What you will do >> Using the records below, filter for lines that contain the string "overflow" and copy them out.

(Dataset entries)
====================

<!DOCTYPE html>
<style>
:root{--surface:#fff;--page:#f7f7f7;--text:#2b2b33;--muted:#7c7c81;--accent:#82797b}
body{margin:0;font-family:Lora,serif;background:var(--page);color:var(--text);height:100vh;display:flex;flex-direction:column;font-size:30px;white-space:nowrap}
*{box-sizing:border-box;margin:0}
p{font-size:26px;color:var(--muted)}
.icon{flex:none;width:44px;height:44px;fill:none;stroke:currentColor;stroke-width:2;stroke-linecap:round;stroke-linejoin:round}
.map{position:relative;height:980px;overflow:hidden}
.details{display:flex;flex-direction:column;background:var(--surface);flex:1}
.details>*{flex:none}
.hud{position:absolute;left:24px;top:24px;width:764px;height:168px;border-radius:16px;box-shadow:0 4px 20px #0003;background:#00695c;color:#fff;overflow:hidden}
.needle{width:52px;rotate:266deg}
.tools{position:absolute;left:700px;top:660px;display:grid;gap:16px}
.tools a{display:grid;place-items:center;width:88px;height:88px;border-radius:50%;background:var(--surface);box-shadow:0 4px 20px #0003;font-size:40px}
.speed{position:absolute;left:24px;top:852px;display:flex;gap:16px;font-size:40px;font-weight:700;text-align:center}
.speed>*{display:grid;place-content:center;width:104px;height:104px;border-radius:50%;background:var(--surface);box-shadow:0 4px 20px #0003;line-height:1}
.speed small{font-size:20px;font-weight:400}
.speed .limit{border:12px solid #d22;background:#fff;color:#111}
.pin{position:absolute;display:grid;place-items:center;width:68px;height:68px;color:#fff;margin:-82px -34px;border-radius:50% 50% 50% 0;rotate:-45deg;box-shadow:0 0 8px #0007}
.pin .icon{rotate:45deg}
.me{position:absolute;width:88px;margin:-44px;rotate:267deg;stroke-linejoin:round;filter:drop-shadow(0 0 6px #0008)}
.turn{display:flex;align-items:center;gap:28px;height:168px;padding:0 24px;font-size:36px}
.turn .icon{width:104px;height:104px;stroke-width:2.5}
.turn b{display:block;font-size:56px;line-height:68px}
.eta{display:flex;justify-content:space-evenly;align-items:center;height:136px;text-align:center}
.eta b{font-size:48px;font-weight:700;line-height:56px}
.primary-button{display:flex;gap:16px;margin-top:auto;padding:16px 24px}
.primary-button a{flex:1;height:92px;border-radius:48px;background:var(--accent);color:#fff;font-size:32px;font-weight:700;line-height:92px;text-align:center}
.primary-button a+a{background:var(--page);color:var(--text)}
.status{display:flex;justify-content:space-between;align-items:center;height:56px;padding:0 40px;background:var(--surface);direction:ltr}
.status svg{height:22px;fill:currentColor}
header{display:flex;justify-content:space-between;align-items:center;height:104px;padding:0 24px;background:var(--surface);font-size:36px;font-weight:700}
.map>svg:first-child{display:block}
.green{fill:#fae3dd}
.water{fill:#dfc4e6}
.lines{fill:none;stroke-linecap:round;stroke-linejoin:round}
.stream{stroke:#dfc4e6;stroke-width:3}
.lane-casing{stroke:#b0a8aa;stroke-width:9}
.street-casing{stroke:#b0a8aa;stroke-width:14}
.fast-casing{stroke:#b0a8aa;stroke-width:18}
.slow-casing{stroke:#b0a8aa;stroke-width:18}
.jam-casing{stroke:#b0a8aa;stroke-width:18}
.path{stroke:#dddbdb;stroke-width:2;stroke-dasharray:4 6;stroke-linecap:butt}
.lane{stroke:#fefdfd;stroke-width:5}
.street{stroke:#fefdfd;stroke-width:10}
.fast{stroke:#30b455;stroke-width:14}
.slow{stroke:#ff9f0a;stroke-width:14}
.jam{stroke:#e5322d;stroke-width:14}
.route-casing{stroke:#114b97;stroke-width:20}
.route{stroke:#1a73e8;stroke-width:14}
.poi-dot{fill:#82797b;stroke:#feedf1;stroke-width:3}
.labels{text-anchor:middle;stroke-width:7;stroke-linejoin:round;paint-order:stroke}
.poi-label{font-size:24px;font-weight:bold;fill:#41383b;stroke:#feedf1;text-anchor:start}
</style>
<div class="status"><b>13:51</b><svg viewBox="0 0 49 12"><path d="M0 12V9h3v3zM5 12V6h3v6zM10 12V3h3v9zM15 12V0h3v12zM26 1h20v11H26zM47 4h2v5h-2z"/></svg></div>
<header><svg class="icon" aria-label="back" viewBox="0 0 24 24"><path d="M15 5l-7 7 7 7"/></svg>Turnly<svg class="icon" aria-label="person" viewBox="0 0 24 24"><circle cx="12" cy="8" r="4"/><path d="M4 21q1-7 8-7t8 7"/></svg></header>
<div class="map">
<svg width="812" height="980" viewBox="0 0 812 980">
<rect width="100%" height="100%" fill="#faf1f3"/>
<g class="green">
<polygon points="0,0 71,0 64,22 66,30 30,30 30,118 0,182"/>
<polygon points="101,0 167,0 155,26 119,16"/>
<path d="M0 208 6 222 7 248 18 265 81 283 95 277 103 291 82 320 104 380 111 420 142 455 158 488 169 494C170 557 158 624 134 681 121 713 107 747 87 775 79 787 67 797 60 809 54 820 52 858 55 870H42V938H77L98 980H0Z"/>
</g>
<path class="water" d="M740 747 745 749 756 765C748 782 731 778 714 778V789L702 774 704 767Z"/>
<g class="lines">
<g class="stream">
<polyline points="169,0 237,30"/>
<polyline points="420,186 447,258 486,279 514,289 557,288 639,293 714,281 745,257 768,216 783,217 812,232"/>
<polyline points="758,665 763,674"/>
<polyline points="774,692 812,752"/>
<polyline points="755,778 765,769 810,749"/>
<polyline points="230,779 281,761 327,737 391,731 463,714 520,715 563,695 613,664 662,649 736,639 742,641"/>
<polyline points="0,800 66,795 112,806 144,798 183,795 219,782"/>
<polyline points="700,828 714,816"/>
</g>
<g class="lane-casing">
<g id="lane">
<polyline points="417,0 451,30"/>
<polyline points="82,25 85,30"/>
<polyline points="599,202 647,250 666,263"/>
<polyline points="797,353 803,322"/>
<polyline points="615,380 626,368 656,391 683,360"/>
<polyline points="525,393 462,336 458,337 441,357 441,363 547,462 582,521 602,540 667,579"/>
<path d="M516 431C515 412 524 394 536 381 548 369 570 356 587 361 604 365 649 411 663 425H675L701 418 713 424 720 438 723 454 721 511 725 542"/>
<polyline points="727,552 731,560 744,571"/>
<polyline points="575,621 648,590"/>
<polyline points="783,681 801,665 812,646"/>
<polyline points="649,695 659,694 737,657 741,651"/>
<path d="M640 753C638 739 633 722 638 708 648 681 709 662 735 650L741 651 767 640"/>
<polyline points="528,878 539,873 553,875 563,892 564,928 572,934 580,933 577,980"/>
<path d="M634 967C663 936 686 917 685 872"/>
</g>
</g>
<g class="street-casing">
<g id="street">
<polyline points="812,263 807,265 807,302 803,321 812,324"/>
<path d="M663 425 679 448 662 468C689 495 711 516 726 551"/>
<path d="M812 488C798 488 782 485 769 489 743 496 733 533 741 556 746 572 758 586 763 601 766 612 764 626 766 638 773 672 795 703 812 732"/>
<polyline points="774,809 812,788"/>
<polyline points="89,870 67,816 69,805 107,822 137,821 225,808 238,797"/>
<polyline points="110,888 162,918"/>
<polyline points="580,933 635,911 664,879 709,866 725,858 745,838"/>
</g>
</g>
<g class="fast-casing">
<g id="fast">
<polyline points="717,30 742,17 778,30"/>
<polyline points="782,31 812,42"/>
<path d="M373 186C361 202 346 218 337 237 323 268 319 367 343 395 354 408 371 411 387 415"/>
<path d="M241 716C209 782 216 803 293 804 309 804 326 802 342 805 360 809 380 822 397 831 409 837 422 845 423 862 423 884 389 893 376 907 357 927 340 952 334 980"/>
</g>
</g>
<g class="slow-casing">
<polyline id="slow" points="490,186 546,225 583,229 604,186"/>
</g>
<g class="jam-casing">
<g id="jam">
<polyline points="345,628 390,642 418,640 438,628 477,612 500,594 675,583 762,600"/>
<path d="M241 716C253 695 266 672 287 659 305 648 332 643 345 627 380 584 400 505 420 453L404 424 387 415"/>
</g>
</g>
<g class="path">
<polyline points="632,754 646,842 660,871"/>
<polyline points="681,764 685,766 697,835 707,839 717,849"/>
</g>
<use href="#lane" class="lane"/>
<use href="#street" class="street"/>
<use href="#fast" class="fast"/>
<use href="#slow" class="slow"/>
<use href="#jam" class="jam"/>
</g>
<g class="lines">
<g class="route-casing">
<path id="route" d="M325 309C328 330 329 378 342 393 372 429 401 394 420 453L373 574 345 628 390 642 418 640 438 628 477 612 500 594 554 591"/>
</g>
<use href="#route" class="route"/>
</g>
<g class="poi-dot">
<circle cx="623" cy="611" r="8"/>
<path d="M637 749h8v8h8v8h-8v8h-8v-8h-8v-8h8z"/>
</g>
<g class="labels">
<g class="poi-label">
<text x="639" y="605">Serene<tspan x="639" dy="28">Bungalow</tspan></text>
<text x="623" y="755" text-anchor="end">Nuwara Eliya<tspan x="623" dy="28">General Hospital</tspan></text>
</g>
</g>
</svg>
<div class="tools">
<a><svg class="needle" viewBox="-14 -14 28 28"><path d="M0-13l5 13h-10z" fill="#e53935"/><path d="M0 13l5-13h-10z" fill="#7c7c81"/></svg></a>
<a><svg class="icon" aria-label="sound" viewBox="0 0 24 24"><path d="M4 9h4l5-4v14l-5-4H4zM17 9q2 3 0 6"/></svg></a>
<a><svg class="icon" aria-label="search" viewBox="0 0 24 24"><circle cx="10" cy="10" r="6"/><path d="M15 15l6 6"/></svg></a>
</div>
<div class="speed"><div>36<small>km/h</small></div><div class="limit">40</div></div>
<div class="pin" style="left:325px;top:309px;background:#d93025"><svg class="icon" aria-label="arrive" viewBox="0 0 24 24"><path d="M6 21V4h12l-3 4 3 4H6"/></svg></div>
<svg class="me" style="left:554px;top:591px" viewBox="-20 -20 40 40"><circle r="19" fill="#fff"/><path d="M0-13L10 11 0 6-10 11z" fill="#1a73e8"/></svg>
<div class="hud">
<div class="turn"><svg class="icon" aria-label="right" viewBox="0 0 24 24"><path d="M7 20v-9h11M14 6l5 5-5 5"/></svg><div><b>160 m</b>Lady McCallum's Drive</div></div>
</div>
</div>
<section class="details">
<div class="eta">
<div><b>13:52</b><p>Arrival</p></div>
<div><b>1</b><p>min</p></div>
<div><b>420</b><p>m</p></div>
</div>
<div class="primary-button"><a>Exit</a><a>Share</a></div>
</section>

====================

Task output >>
.map{position:relative;height:980px;overflow:hidden}
.hud{position:absolute;left:24px;top:24px;width:764px;height:168px;border-radius:16px;box-shadow:0 4px 20px #0003;background:#00695c;color:#fff;overflow:hidden}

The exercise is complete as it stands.